Mostly, interim kitchens involve special circumstances. For example, if a building is being renovated, the existing kitchen will have to move temporarily. That means the kitchen staff has to work in an unfamiliar environment, often with different equipment, and suddenly the routines they’ve developed over years are thrown off. But kitchen operations have to continue just like always. Diners can’t notice the difference!

What’s your recipe for success?

We don’t design “makeshift” kitchens. Our interim kitchens are planned using state-of-the-art commercial food service technology; they’re exceptionally ergonomic and enable highly efficient work processes. Telia is from the Greek word for “perfect” – and that’s the standard we set for ourselves! We’ve been interim kitchen specialists for 20 years now, and we use only the best equipment, made by companies who also offer us a reliable customer service network. All of our combi-steamers are from Rational, for example, and our dishwashers are all from Winterhalter. And, of course, we take advantage of digital networking options like ConnectedCooking.

Who are your customers?

Telia interim kitchens are everywhere! You might find them at a company open house, a sports event like Formula 1 or the Skiing World Championships, or as a large corporate kitchen that’s been in use for a year or more. A lot of the Oktoberfest tents use Telia kitchens as well. Those are the largest kitchens we design, in fact. Each beer tent seats up to 9,000 people, and on average those seats are filled twice per day, which means preparing, storing, and serving food for 18,000 people “just in time” – with the dishwashers running full speed, of course! Telia delivers ten tractor-trailers of kitchen equipment to Oktoberfest each year, including one just for replacement units and parts. We remain on-site the entire time to help ensure operational safety.

So does anything make you lose your cool anymore?

Building codes and safety regulations! (laughs) Seriously, though, those are really strict, and each kitchen has to be approved. And then sometimes Nature sets limitations on us at large-scale events. One example was in January 2019, when it snowed so heavily before the World Biathlon Championships in Ruhpolding that deliveries were impossible for several days. Even so, we still managed to get the entire infrastructure ready on time – the VIP-area catering as well as the athlete and employee food service!

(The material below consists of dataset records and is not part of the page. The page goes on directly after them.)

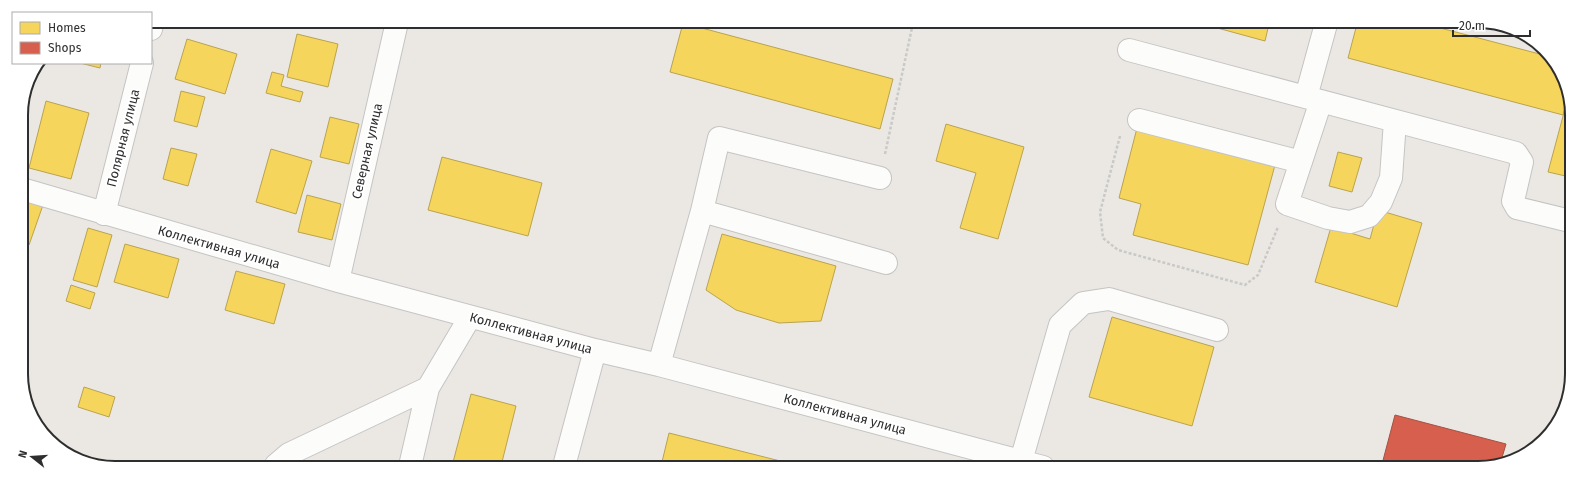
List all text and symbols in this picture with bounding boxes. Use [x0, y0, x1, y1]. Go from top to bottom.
legend [12, 12, 152, 64]
scale bar [1453, 12, 1530, 38]
text: 20 m [1459, 19, 1485, 33]
text: Homes [48, 21, 86, 35]
text: Shops [48, 41, 82, 55]
street label: Полярная улица [104, 88, 142, 188]
street label: Северная улица [349, 102, 385, 200]
street label: Коллективная улица [156, 222, 282, 272]
street label: Коллективная улица [468, 309, 594, 357]
street label: Коллективная улица [782, 390, 908, 438]
north arrow [12, 437, 52, 477]
text: N [16, 449, 30, 460]

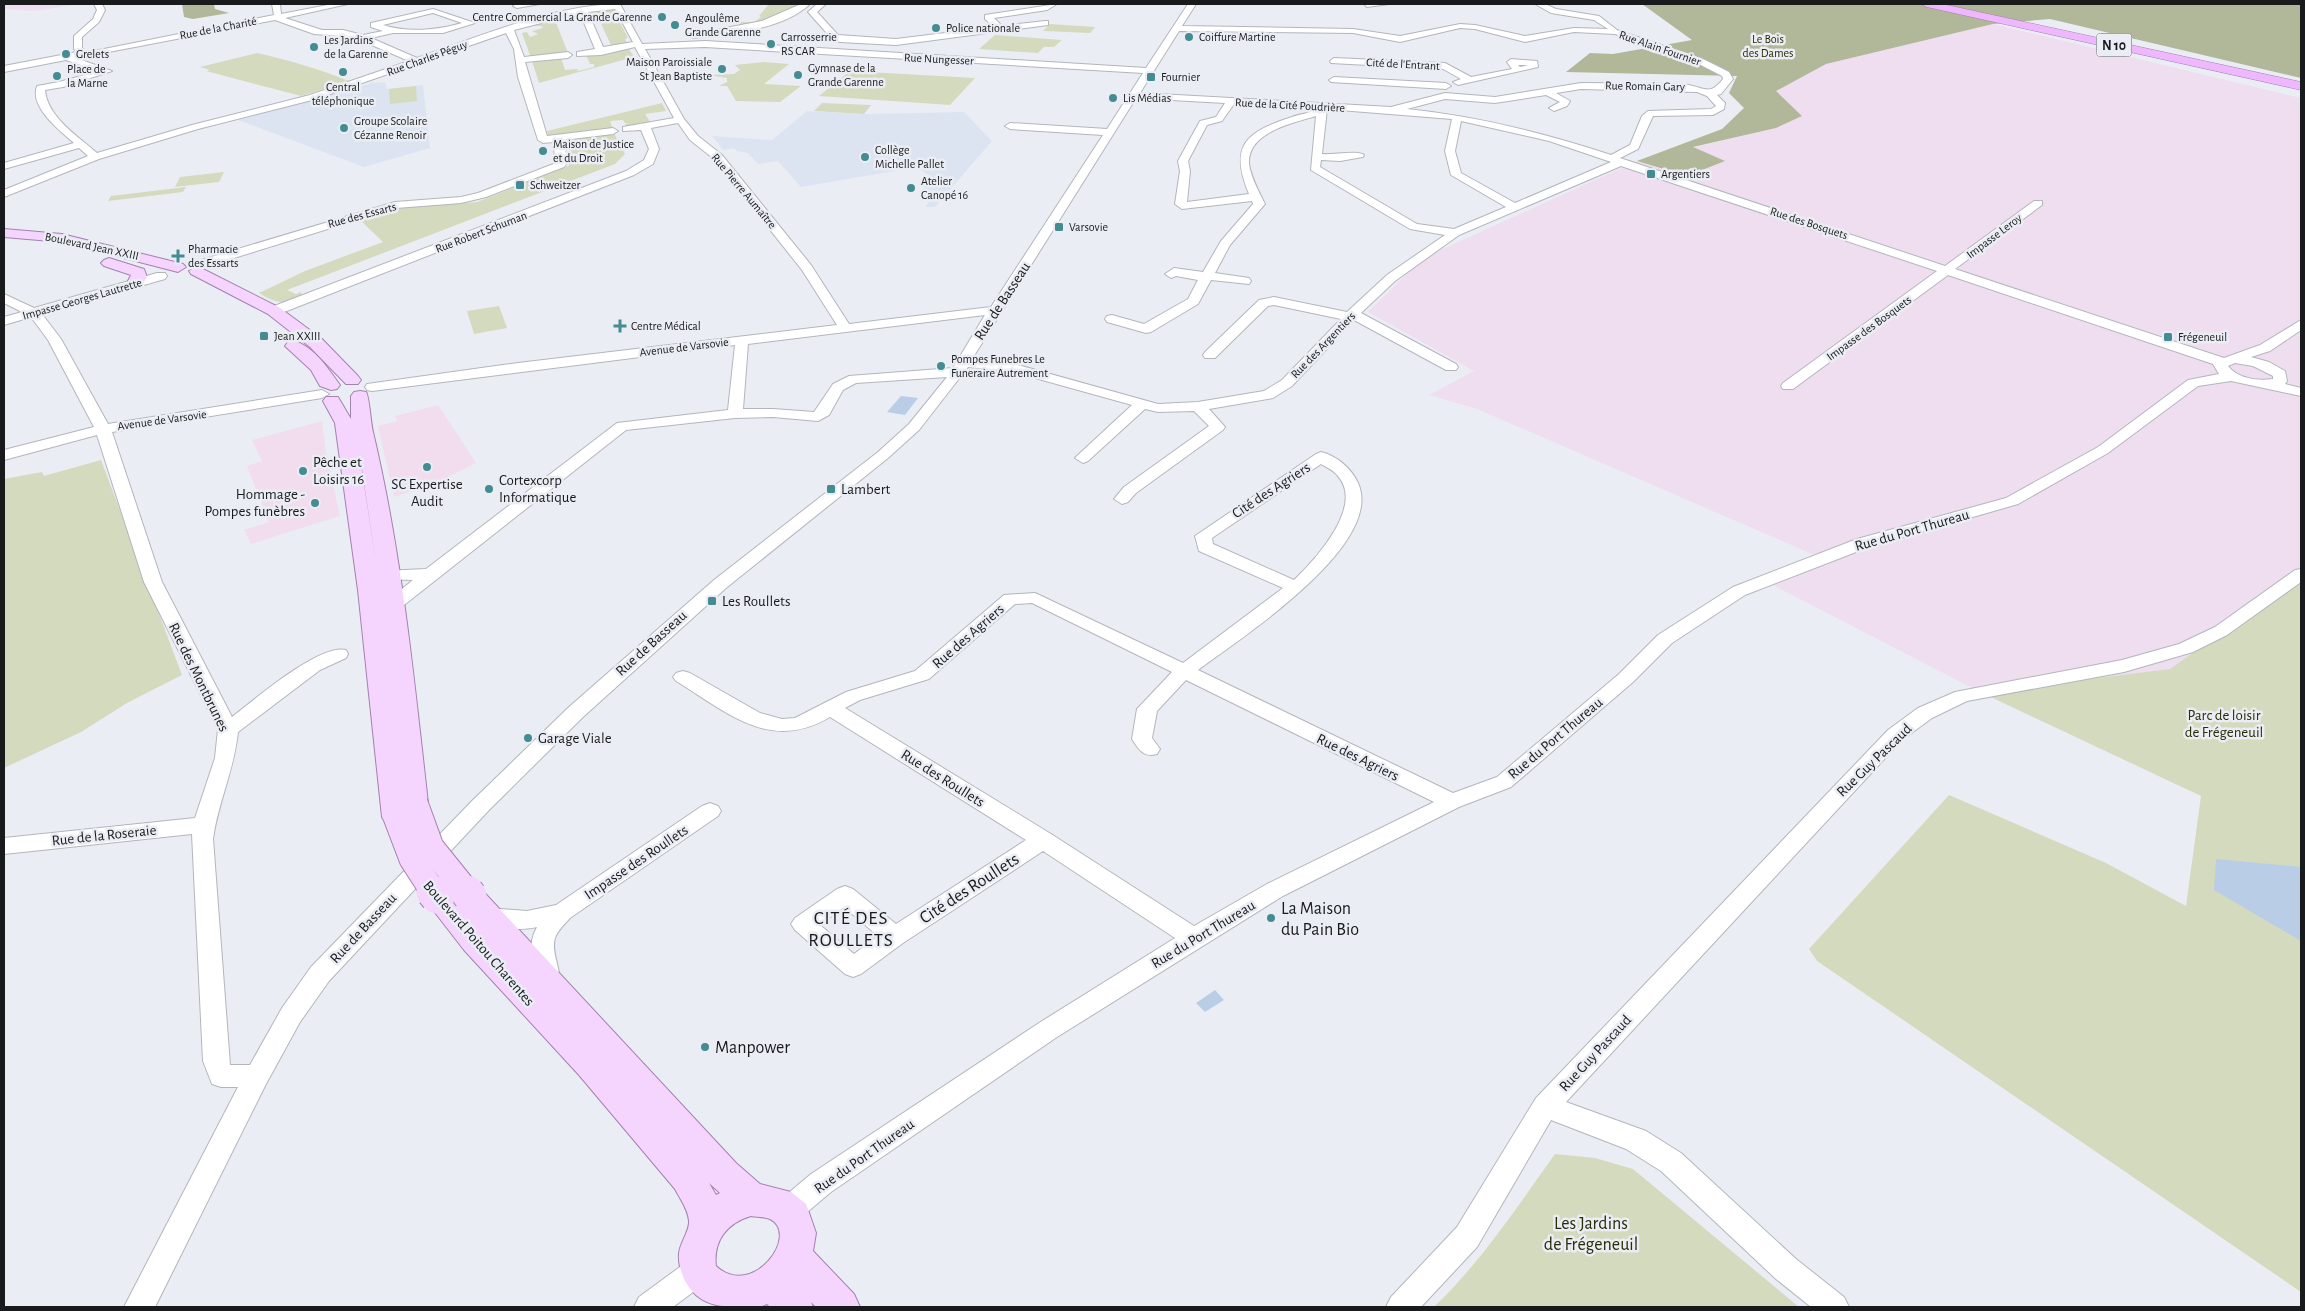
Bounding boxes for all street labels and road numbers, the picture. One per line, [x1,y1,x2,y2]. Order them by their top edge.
street label: Rue de la Charité [179,15,257,41]
street label: Rue Alain Fournier [1618,28,1703,68]
road number: N 10 [2096,34,2132,56]
street label: Rue Charles Péguy [385,38,469,79]
street label: Rue Nungesser [904,51,974,67]
street label: Cité de l'Entrant [1366,56,1440,72]
street label: Rue Romain Gary [1605,79,1685,94]
street label: Rue de la Cité Poudrière [1235,96,1345,114]
street label: Rue Pierre Aumaître [709,151,779,231]
street label: Rue des Essarts [326,200,398,230]
street label: Rue des Bosquets [1769,205,1849,241]
street label: Rue Robert Schuman [434,209,528,255]
street label: Impasse Leroy [1964,211,2024,261]
street label: Boulevard Jean XXIII [44,230,140,262]
street label: Rue de Basseau [972,259,1033,343]
street label: Impasse Georges Lautrette [21,276,143,322]
street label: Impasse des Bosquets [1824,293,1914,363]
street label: Rue des Argentiers [1288,310,1358,380]
street label: Avenue de Varsovie [639,336,729,358]
street label: Avenue de Varsovie [117,408,207,432]
street label: Cité des Agriers [1229,460,1313,521]
street label: Rue du Port Thureau [1853,507,1971,554]
street label: Rue des Agriers [930,601,1007,671]
street label: Rue de Basseau [613,608,690,679]
street label: Rue des Montbrunes [166,620,231,734]
street label: Rue du Port Thureau [1505,694,1606,782]
street label: Rue Guy Pascaud [1834,721,1915,800]
street label: Rue des Agriers [1314,731,1401,784]
street label: Rue des Roullets [898,747,987,810]
street label: Impasse des Roullets [582,822,691,902]
street label: Rue de la Roseraie [51,823,157,848]
street label: Cité des Roullets [917,850,1023,928]
street label: Boulevard Poitou Charentes [420,878,537,1009]
street label: Rue de Basseau [327,890,400,966]
street label: Rue du Port Thureau [1149,897,1258,971]
street label: Rue Guy Pascaud [1556,1012,1634,1094]
street label: Rue du Port Thureau [812,1116,917,1196]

Planning interim kitchens in advance precisely can’t be easy. How do you it?

Above all, we plan each kitchen individually with each customer. When it comes to the kitchen itself – cooking, washing, logistics – we do the planning ourselves, because we have decades of experience there. For peripheral stuff like air conditioning, ventilation, and the building shell, we have long-term partners that are specialized in each area, so they handle dimensioning in that regard.

How quickly can Telia deliver one of these kitchens?

Depends. With interim kitchens for sporting events, it usually takes four weeks from when the order comes in until when the kitchen is ready to use. Interim kitchens for 1,000 company employees involve bidding, planning, government permits, and construction – that can take up to five months.

Let’s finish by gazing into our crystal ball: what will interim kitchens be like in the year 2050?

Predicting 30 years into the future is really going out on a limb. I’ll try, though: appliances and equipment will all be networked and operate autonomously; people will only have supervisory duties. Operators won’t own equipment anymore – they’ll pay to use the kitchen. That will apply to “fixed” kitchens, too.